- PROBLEM DETAILS: Give the data again in full, without pictures.

- DATA:
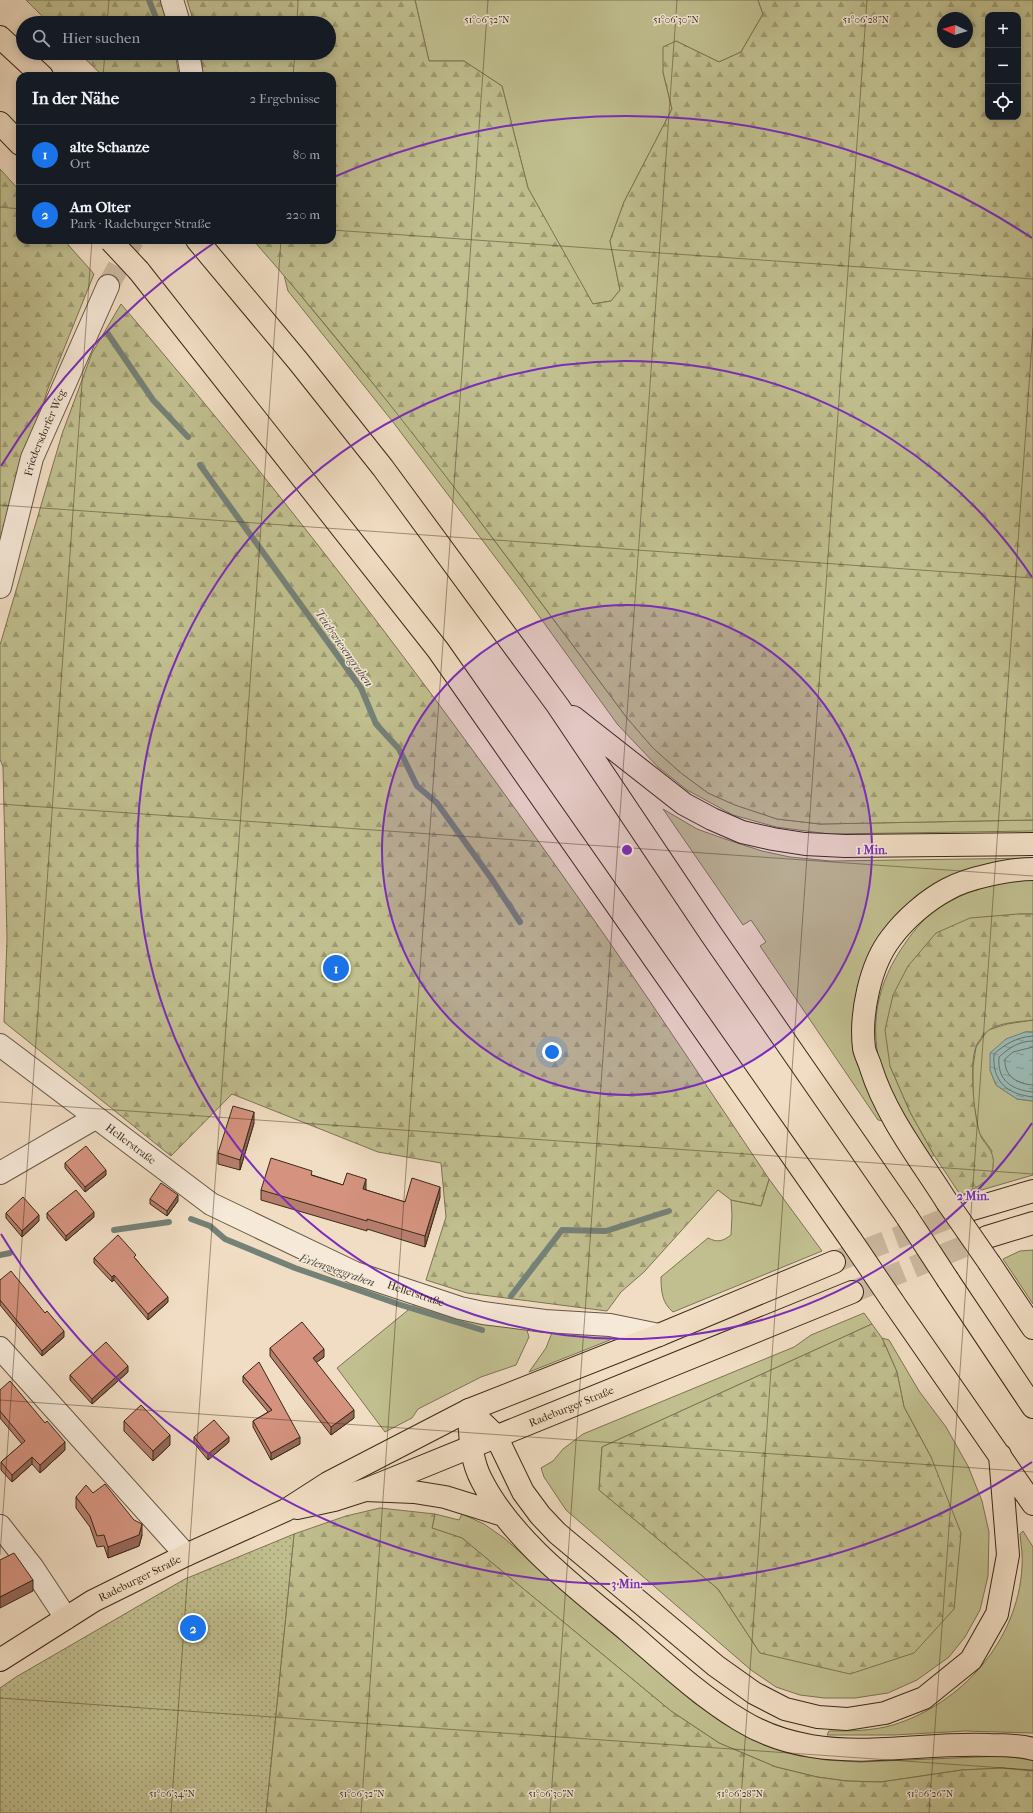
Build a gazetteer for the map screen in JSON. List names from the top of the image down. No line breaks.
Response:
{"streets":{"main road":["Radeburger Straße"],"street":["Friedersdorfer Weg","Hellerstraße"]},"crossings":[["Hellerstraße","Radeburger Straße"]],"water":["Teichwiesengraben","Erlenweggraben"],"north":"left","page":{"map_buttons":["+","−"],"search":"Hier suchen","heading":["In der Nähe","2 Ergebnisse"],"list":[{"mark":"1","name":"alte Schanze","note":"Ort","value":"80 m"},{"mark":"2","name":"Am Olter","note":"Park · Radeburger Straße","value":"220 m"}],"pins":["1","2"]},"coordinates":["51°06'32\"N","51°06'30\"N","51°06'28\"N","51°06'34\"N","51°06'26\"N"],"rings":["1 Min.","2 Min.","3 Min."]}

- EXERCISE RESPONSE:
Build a gazetteer for the map screen in JSON. List names from the top of the image down. No line breaks.
Response:
{"streets":{"main road":["Radeburger Straße"],"street":["Friedersdorfer Weg","Hellerstraße"]},"crossings":[["Hellerstraße","Radeburger Straße"]],"water":["Teichwiesengraben","Erlenweggraben"],"north":"left","page":{"map_buttons":["+","−"],"search":"Hier suchen","heading":["In der Nähe","2 Ergebnisse"],"list":[{"mark":"1","name":"alte Schanze","note":"Ort","value":"80 m"},{"mark":"2","name":"Am Olter","note":"Park · Radeburger Straße","value":"220 m"}],"pins":["1","2"]},"coordinates":["51°06'32\"N","51°06'30\"N","51°06'28\"N","51°06'34\"N","51°06'26\"N"],"rings":["1 Min.","2 Min.","3 Min."]}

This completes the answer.